In a large pot over medium heat, bring the milk, cream and 1⁄2 teaspoon salt to a rolling boil, stirring occasionally to prevent scorching. Add the lemon juice and reduce the heat to low. Simmer, stirring constantly, until the mixture begins to curdle (about 2 minutes).

Line a mesh strainer with cheesecloth and place it over a large bowl. Pour the mixture into the lined sieve and let the cheese curds drain, at room temperature, for one hour. You can save the water the strains out – it’s loaded with protein and apparently you can add it to soups or anything else that calls for water or stock.


The original recipe said to whip the ricotta with olive oil and salt and pepper in a blender. I did not do this – I couldn’t be bothered. I’m sure it would taste amazing, but to be honest, this cheese is good as is. I just drizzled it with olive oil and topped with fresh ground pepper, then served with a really nice whole wheat ciabatta bread and tomatoes.

Roasted Pumpkin and Cauliflower Salad

Last week was a great week. Wednesday I managed to snag a steal of a deal for dinner using Foodie the App (I think this is just a Chicago thing) – 2 tickets to a Locavore Dinner at MK restaurant for the price of one! And how much was one ticket? $85! Yes, $85 off our bill, basically. It was awesome, and dinner was awesome, and the service was awesome, and the beer pairings (yes, beer pairings included!) were awesome. What a fun night. Since Eric was in class, I brought my second husband Evan. We laughed and complained about work and sat in our food-snob corner devouring every last bite… when I finally looked at the clock, I realized it was way past my bedtime! That’s a good thing.

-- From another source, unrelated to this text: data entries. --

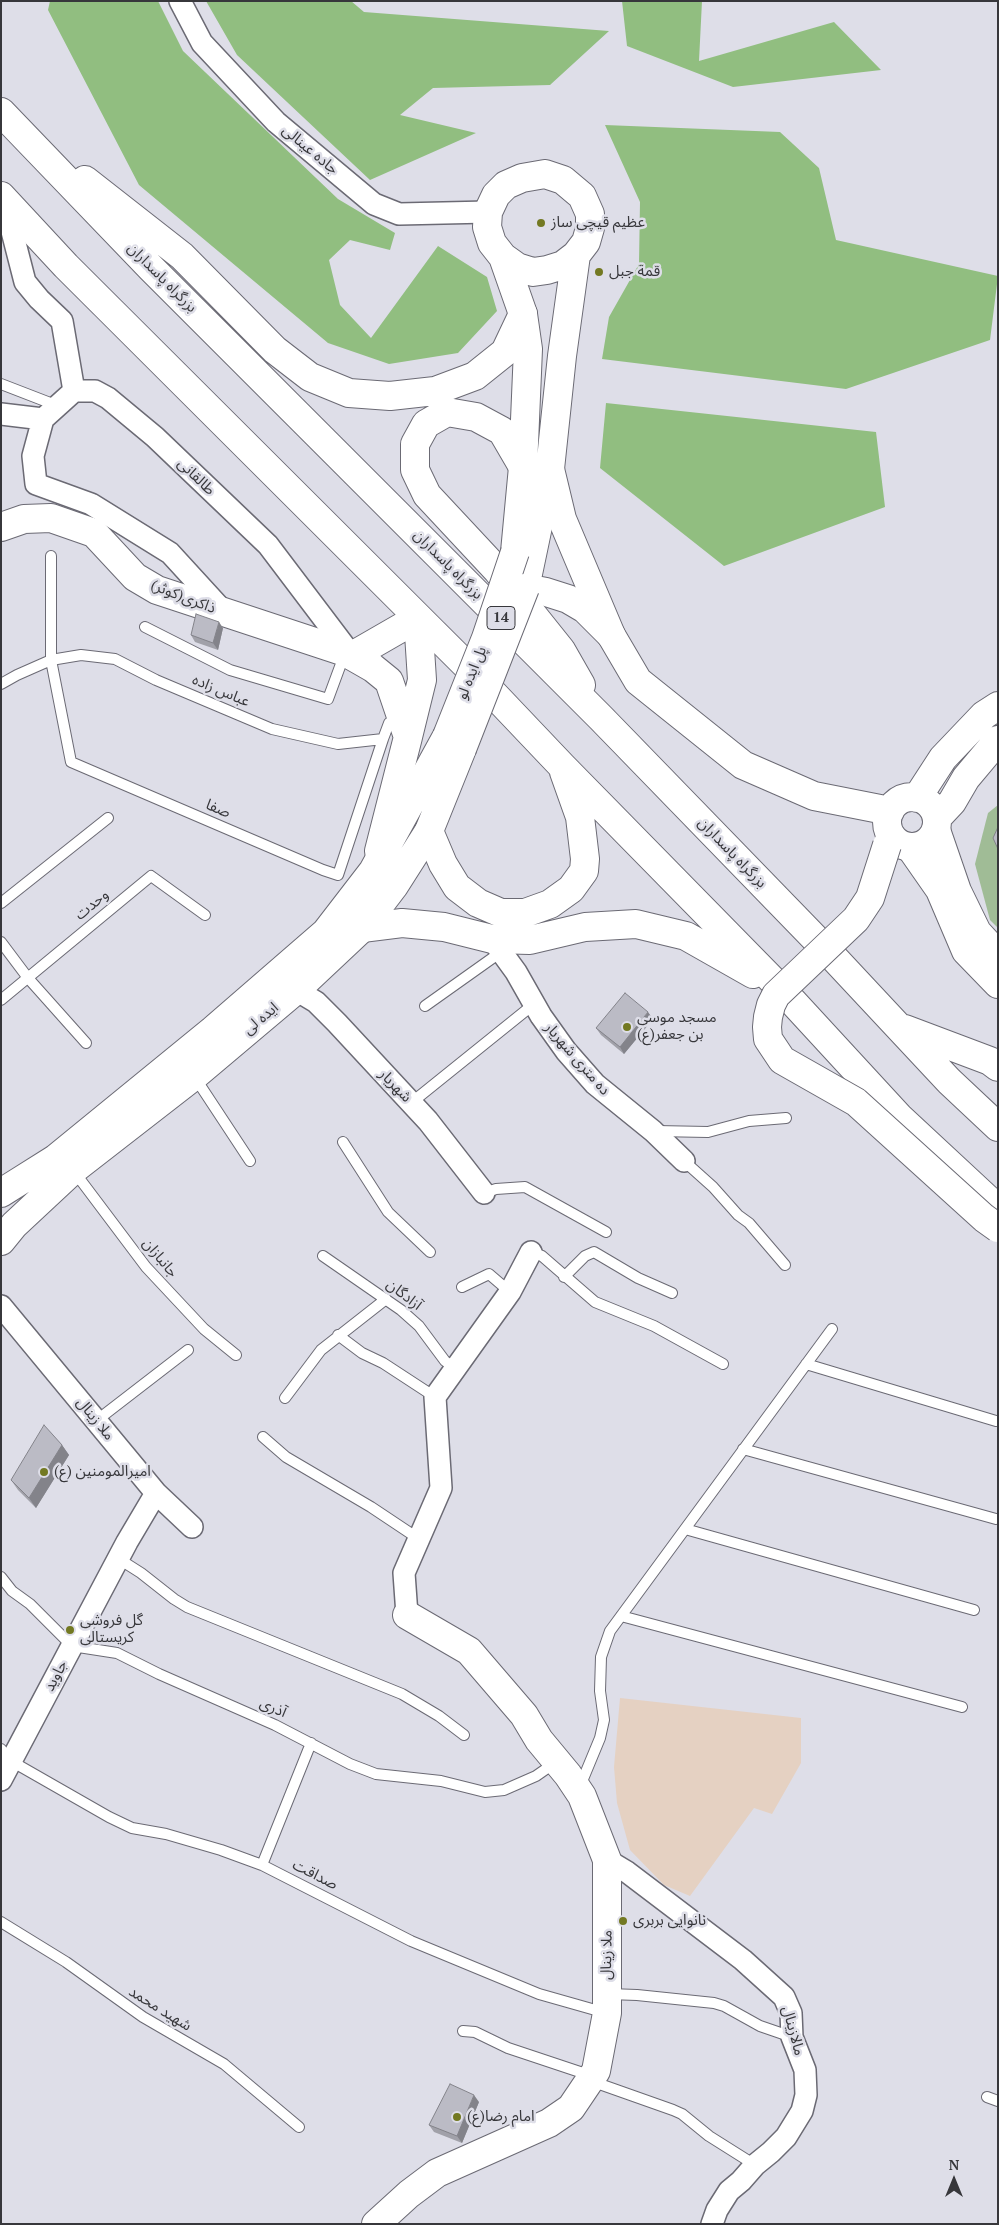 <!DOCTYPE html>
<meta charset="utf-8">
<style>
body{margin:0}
#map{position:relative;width:999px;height:2225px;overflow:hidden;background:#dedee8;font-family:"PT Serif",serif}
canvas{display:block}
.frame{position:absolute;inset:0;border:2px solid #37373b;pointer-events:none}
.north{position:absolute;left:929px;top:2155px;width:50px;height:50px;-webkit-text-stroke:4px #dedee8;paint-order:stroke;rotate:0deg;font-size:14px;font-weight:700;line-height:20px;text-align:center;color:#37373b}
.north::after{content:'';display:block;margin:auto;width:18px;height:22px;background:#37373b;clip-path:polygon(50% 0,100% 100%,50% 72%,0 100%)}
</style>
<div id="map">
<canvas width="999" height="2225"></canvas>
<div class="frame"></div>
<div class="north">N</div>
</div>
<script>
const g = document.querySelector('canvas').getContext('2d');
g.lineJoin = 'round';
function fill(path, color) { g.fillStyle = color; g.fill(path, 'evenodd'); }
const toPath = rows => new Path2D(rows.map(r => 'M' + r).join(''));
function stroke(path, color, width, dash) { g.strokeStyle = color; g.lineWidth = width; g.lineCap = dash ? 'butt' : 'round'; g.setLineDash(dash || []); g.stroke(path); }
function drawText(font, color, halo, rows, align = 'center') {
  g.font = font + ' "PT Serif","Noto Sans Arabic",serif'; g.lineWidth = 5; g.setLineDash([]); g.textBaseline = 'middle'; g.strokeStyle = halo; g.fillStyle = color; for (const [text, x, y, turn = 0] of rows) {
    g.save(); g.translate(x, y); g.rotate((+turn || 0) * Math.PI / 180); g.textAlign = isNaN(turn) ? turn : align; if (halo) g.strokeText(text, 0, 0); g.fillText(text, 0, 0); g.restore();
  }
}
const education = toPath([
 [620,1698,801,1718,801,1763,772,1814,754,1808,690,1896,664,1885,630,1850,617,1803,614,1767]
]);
const green = toPath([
 [998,805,998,928,990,920,975,864,988,813]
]);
const forest = toPath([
 [50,1,158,1,183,51,338,199,395,233,390,250,350,240,329,260,340,305,371,338,438,246,487,277,497,311,458,353,389,364,328,343,139,185,48,10],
 [206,1,351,1,364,12,609,31,550,85,433,88,400,115,476,133,370,180,237,55],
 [622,1,702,1,699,61,834,22,881,70,733,87,627,46],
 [605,125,780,132,819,168,836,240,998,276,990,340,846,389,602,359,609,317,639,264,640,202],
 [606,403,876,432,885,507,724,566,600,468]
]);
const lane = toPath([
 [1,384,58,406],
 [51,556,51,660,81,655,115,659,156,680,272,729,338,744,383,739],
 [145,627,230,670,328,699,345,653],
 [1,684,17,675,51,660,71,762,323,870,338,875,383,739,389,723,398,717],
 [1,903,108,818],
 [1,942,28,978,86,1043],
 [1,1000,151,876,205,915],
 [425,1006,501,952],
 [194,1076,250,1161],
 [411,1103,534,1004],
 [656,1131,708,1132,749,1121,786,1118],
 [343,1142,388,1212,430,1252],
 [684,1161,713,1187,738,1215,749,1223,785,1265],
 [73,1170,146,1267,204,1329,236,1355],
 [484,1193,496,1189,525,1187,606,1232],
 [531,1252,542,1256,595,1302,654,1326,723,1364],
 [323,1256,401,1310,419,1326,445,1361,456,1369],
 [564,1277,585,1256,594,1252,638,1278,672,1293],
 [462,1287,489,1274,510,1292],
 [338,1335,362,1353,383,1363,435,1397],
 [806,1364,996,1421],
 [285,1398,321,1350,386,1299],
 [96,1421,188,1350],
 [263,1437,286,1457,371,1507,419,1539],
 [743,1449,996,1519],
 [685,1529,974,1610],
 [119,1559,141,1573,174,1599,187,1607,402,1694,439,1716,464,1735],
 [1,1577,12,1591,30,1604,72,1646,117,1653,159,1674,275,1725,350,1764,376,1774,441,1781,485,1792,504,1790,536,1776,556,1762],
 [621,1616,962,1707],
 [1,1749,11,1761,109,1817,132,1828,166,1834,221,1850,262,1865,411,1941,539,1994,606,2013],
 [582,1788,583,1779,600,1738,604,1720,600,1691,601,1657,610,1631,832,1329],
 [262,1865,311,1743],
 [1,1922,66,1962,143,2017,224,2064,299,2127],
 [609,1994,637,1995,714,2003,724,2006,760,2026,792,2037],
 [463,2031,475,2032,508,2048,592,2076],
 [591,2081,673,2110,682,2114,709,2136,755,2165],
 [987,2097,998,2101]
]);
const street = toPath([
 [180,1,202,43,276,122,374,204,399,214,488,212],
 [4,200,25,282,39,299,62,321,74,391],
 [1,414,43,419,74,391,95,391,108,398,155,437,268,545,352,656],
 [43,419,33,456,36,484,91,504,170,553,224,612],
 [492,939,516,972,541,1016,566,1051,595,1084,653,1131,684,1161],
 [296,990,316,1002,337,1023,428,1121,484,1193],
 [1,1306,156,1493,192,1527],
 [407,1615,404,1573,441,1488,435,1397,510,1292,531,1252],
 [1,1780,127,1542,156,1493],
 [607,1860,627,1872,743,1960,784,1997,791,2013,792,2037,805,2070,806,2095,802,2111,786,2137,771,2152,755,2165,741,2181,729,2191,717,2210,712,2224]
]);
const secondary = toPath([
 [550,469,562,519,611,635,638,681,743,765,814,796,890,811],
 [1,527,24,519,51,518,94,533,135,577,157,590,345,652,352,656,418,618,422,680,408,737],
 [352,656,373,668,389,681,408,737,379,851],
 '887 822a25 25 0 1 1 50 0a25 25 0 1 1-50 0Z',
 [917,798,943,758,984,715,998,706],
 [937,818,952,802,966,778,998,740],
 [376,2224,409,2194,437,2173,549,2123,571,2108,596,2071,607,2013,607,1860,582,1796,568,1775,539,1740,524,1715,469,1651,407,1615]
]);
const primary = toPath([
 [545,174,563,180,582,196,590,214,590,228,586,242,576,255,563,265,547,270,533,272,517,267,503,257,492,243,487,227,488,212,496,195,506,185,522,178,545,174],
 [576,255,562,356,550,469,525,588,546,592,568,599,585,609,611,635],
 [503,257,523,314,528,349,523,467,515,552],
 [1,1193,55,1159,213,1030,326,932,373,871,447,736],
 [1,1241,14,1225,73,1170,194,1076,296,990,362,928,394,886,429,831,462,749]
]);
const highway = toPath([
 [1,112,151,268,601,718,835,959,949,1081,998,1127],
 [85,180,182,256,275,350,310,377,349,393,390,396,435,391,475,376,505,352,523,314],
 [1,196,66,266,467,666,562,766,782,990,899,1117,998,1209],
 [523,467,502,431,476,417,447,412,426,424,415,444,415,470,427,495,497,570,561,650,581,685],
 [936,830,957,891,977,932,998,955],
 [429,831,443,864,457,887,478,903,501,913,525,913,550,904,571,889,584,871,585,859,580,817,564,772],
 [910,847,940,890,966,951,998,984],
 [362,928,402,923,444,927,492,939,530,940,585,927,636,924,686,936,753,974],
 [905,1029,990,1061,998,1067]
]);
const secondaryBridge = toPath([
 [887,845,870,898,856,919,776,995,771,1005,768,1017,767,1027,768,1039,782,1060,856,1102,984,1218,998,1228]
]);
const primaryBridge = toPath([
 [447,736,486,638,515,552],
 [462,749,525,588]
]);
const wall = toPath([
 [223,628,218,650,195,642,191,635],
 [653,1019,624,1054,601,1035,596,1028],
 [62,1445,69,1455,36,1508,18,1490,11,1480],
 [479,2102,462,2143,434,2132,429,2125]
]);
const shadedWall = toPath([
 [219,622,223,628,218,650,213,643],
 [648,1012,653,1019,624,1054,620,1047],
 [62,1445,69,1455,36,1508,29,1498],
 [474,2095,479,2102,462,2143,457,2136]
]);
const building = toPath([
 [196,614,219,622,213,643,191,635,196,614],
 [998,827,998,849,993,838,998,827],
 [625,993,648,1012,620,1047,596,1028,625,993],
 [44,1425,62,1445,29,1498,11,1480,44,1425],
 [450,2084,474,2095,457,2136,429,2125,450,2084]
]);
const markers = [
 [541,223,5,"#737922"],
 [599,272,5,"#737922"],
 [627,1027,5,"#737922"],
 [44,1472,5,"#737922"],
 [70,1630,5,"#737922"],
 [623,1921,5,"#737922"],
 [457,2117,5,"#737922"]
];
const shields = [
 [501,618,28]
];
const shieldNames = [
 ["14",501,618]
];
const streetNames = [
 ["جاده عینالی",310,150,40],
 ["بزرگراه پاسداران",162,278,45],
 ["طالقانی",196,477,44],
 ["بزرگراه پاسداران",448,565,45],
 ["ذاکری(کوثر)",183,597,21],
 ["پل ایده لو",472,673,-68],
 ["عباس زاده",221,691,23],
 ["صفا",218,809,23],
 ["بزرگراه پاسداران",732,853,46],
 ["وحدت",92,905,-40],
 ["ایده لی",261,1019,-40],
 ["ده متری شهریار",577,1059,49],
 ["شهریار",395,1086,46],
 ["جانبازان",160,1258,50],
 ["آزادگان",404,1295,38],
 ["ملا زینال",95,1419,51],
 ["جاوید",56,1676,-62],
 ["آذری",273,1708,24],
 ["صداقت",315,1875,27],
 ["ملا زینال",607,1955,-89],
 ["شهید محمد",160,2009,32],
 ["مالازینال",793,2031,75]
];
const poiNames = [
 ["عظیم قیچی ساز",551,223],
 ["قمة جبل",609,272],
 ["مسجد موسی",637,1018],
 ["بن جعفر(ع)",637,1035],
 ["امیرالمومنین (ع)",54,1472],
 ["گل فروشی",80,1621],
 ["کریستالی",80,1638],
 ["نانوایی بربری",633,1921],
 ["امام رضا(ع)",467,2117]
];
fill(education, '#e5d1c2');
fill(green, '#a0bc96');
fill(forest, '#91be80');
stroke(lane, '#6b6a74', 12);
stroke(street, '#6b6a74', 24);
stroke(secondary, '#6b6a74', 30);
stroke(primary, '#6b6a74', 30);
stroke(highway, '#6b6a74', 30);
stroke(lane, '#fff', 10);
stroke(street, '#fff', 21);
stroke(secondary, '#fff', 28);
stroke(primary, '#fff', 28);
stroke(highway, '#fff', 28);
stroke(secondaryBridge, '#6b6a74', 30, []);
stroke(primaryBridge, '#6b6a74', 30, []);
stroke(secondaryBridge, '#fff', 28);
stroke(primaryBridge, '#fff', 28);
fill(wall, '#a1a1a9');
fill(shadedWall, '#83838a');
fill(building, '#bbbbc5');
stroke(building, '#83838a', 1);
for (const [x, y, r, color] of markers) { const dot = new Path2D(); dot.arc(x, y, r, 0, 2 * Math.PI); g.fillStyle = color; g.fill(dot); stroke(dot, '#dedee8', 2); }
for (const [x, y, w] of shields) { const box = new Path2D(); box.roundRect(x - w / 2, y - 11.5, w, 23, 4); g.fillStyle = '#dedee8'; g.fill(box); stroke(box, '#37373b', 1); }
drawText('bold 14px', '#37373b', null, shieldNames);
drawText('15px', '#37373b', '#dedee8', streetNames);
drawText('15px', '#37373b', '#dedee8', poiNames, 'left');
</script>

It was also a productive week – booking flights in Colombia, finalizing bookings in Borneo, and even getting discounts for these bookings! We decided to splurge a bit on our accommodation in Borneo, but I was still feeling guilty about it when hostels are so cheap there. I decided to ask for a discount at the expensive places – and they all gave us one! Just like that. “Can I have a discount?” “Why yes, you can.” I mean, how great is that?


Anyway, I made this salad Friday night. We received a bunch of squash and pumpkin in our CSA box; I have been bombarded by squash soups, so the last thing I wanted to do was puree these pretty orange veggies with my immersion blender. A shopping trip to Trader Joe’s inspired this salad – pomegranates, apple cider, and cauliflower all lent themselves to a nice late fall salad. Smoky pancetta, diced and crisped, and a sweet and tangy apple cider vinaigrette rounded it out and made it a pretty filling meal. It was so seasonal tasting and the pomegranate seeds added the perfect bit of sweetness and freshness.


Roasted Pumpkin and Cauliflower Salad

a Wanderlust and Foodstuff original

1 pie pumpkin
1 head cauliflower
1/4 cup apple cider
1/8 cup apple cider vinegar
1 tablespoon balsamic vinegar
1/8 cup olive oil
1/8 cup plain yogurt
1 tsp maple syrup
1 tsp granulated garlic
few sprinkles of cayenne pepper
salt and pepper
1 pomegranate
pancetta, diced, as much as you like!
3-4 sage leaves
handful or more of spinach

Begin by roasting the veggies. Cut the pumpkin in half, remove the seeds (but save them! roast them!), and roast the pumpkin halves for 30-40 minutes in a 450° oven. Meanwhile, prepare the cauliflower by chopping it up and coating it in olive oil and salt and pepper. Pop it in the oven for 25-30 minutes with the pumpkin.


While those are roasting, prepare the dressing. Whisk together the apple cider, vinegars, olive oil, yogurt, cayenne pepper, granulated garlic, and salt and pepper. Crisp up the pancetta. About halfway through that process, toss in the sage leaves to crisp in the bacon fat.


When the pumpkin is soft and you can pierce it with a fork, cut it into cubes. To assemble the salad, layer of a bed of spinach, pumpkin cubes, and cauliflower. Top with pancetta, pomegranate seeds, and crispy sage. Pour dressing over the entire salad.